A young girl wearing an explosive vest blew herself up Tuesday evening in the midst of other schoolchildren in Cameroon, killing four besides herself, in an attack thought to be instigated by the Boko Haram Islamic terror group.
Around 7:45 pm on Oct. 31, a group of children were playing in the village of Zamga, just two kilometers from the Nigerian border, when “a little girl” got in among them and detonated her explosive charge, according to a local official. The blast killed four of the children along with the girl and injured two more.
Boko Haram, an affiliate of the Islamic State, has increasingly resorted to the use of small children, especially girls, as suicide bombers in its attacks, because of the relative ease with which they can infiltrate crowded areas without suspicion.
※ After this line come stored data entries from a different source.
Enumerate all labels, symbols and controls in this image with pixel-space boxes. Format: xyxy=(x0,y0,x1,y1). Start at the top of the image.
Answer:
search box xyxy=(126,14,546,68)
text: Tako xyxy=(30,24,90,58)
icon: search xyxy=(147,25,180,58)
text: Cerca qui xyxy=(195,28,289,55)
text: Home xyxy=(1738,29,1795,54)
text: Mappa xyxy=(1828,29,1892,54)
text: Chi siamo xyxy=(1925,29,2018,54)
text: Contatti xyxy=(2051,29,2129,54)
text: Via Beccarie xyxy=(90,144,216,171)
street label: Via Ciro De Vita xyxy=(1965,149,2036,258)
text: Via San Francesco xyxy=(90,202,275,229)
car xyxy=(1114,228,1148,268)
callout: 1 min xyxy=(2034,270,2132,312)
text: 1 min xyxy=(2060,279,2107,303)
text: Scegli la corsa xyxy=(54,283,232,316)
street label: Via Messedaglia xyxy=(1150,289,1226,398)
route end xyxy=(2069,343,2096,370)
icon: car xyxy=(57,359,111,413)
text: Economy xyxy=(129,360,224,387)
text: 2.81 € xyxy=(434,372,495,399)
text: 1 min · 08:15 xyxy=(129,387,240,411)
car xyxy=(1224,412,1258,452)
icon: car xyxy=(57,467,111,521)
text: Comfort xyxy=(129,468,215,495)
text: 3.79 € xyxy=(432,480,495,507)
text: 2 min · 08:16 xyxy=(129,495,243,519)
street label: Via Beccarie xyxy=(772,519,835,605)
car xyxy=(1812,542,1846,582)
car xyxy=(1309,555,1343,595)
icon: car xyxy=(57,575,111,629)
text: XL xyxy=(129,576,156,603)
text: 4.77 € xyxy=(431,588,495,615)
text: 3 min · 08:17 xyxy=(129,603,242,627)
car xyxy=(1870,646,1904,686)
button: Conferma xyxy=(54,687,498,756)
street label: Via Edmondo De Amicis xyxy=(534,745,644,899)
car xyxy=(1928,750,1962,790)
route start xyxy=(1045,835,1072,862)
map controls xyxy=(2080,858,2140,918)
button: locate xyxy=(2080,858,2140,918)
Earlier this year, the United Nations children’s organization (UNICEF) reported that Boko Haram had upped its use of child bombers by some 200 percent in 2017. In the first three months of 2017, Boko Haram had 27 children blow themselves up, nearly the same number used during the entire year before.
The jihadist group began employing children as suicide bombers in response to heightened security measures by police forces in Nigeria’s northeast, intended to curb the terrorists’ lethal attacks at crowded markets, girls’ schools, and Shiite mosques.
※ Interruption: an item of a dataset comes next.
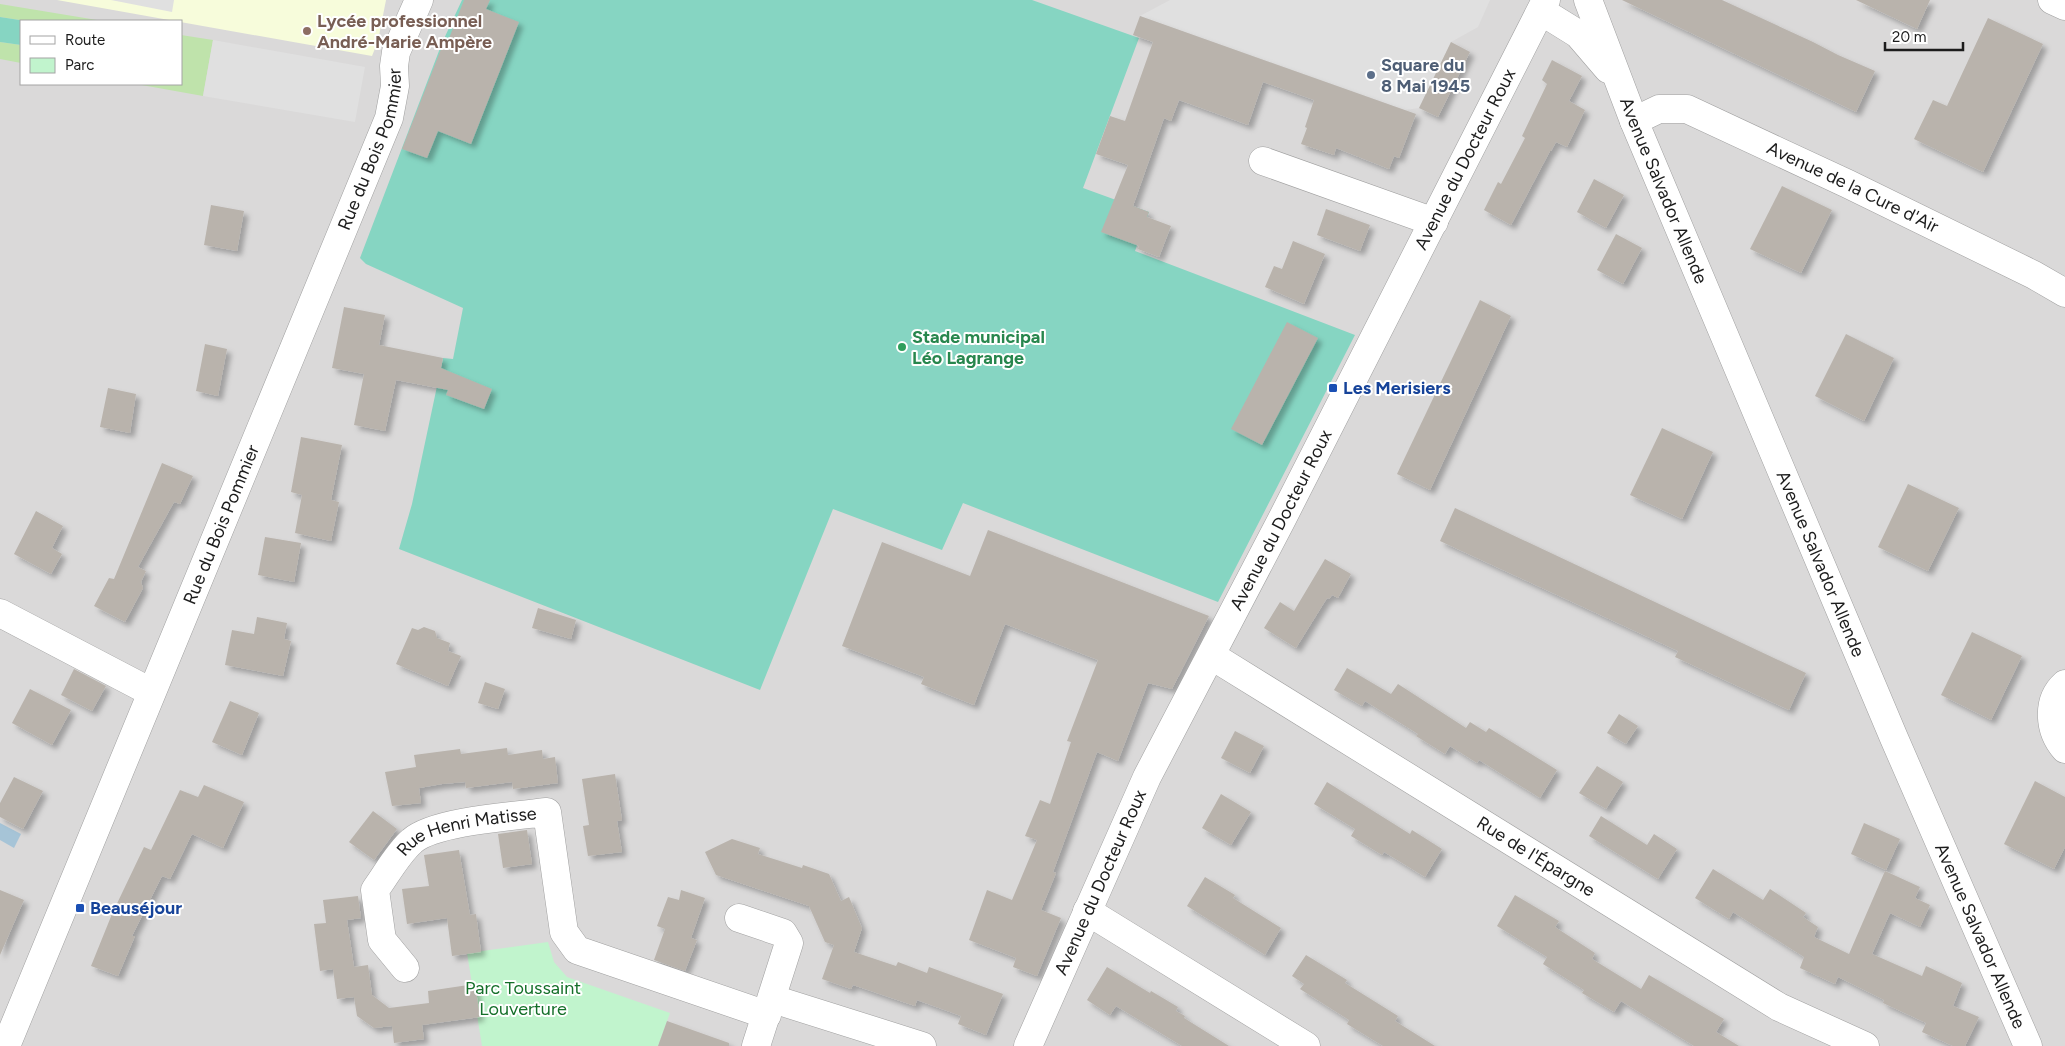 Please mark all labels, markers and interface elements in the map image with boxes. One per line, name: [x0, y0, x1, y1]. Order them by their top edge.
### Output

The shift toward women and children as perpetrators of suicide assaults began in 2015, when Boko Haram started experimenting more regularly with female bombers. In October of that year, three young female suicide bombers blew up between 40-60 worshippers at a mosque in northeastern Nigeria. The three girls attacked simultaneously on the outskirts of Maiduguri, the capital of northeast Borno state.
“This is the worst possible use of children in conflict,” UNICEF officials said in its 2017 report, “Silent Shame: Bringing Out the Voices of Children Caught in the Lake Chad Crises.” Some 117 such child suicide attacks have occurred in the past three years “across Nigeria, Chad, Niger and Cameroon,” the report found.
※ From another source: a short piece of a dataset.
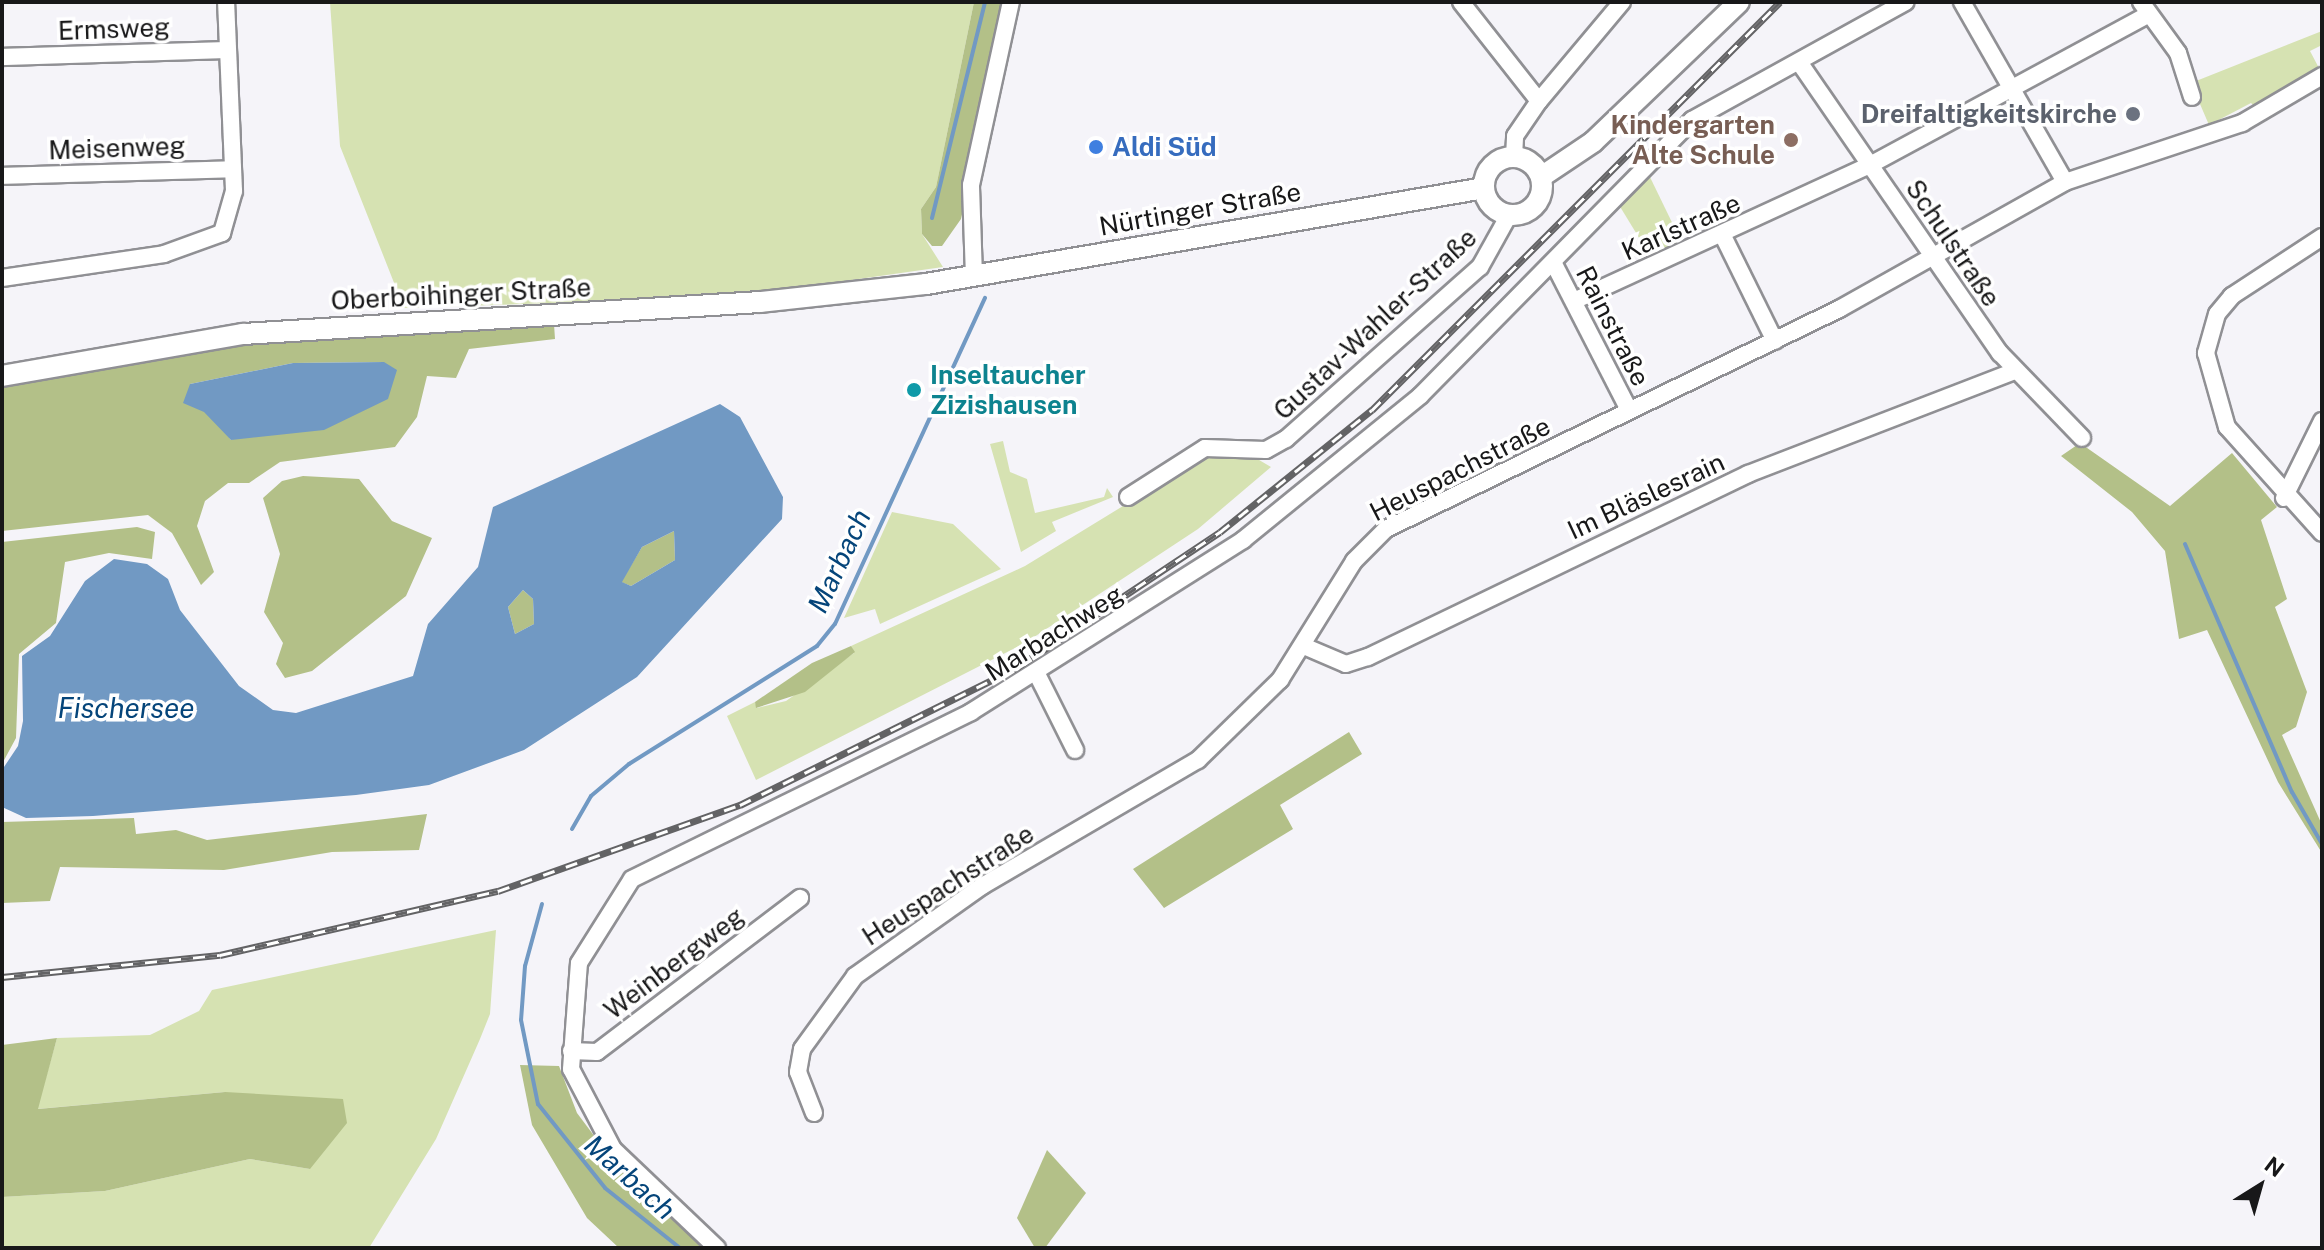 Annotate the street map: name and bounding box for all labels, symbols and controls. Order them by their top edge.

The Lake Chad region has been plagued by recurrent attacks attributed to Nigerian jihadists of Boko Haram. Between Sunday and Monday, at least 20 people were killed in Boko Haram attacks in Nigeria and Cameroon.
Since 2014, when Cameroon entered the war against Boko Haram, this group has killed some 2,000 civilians and military personnel and abducted a thousand people in the north of the country, according to the International Crisis Group (ICG), a transnational non-profit NGO founded that carries out field research on violent conflict.
Since its emergence eight years ago, Boko Haram, which is active in countries bordering Lake Chad (Nigeria, Cameroon, Niger and Chad), has killed at least 20,000 people.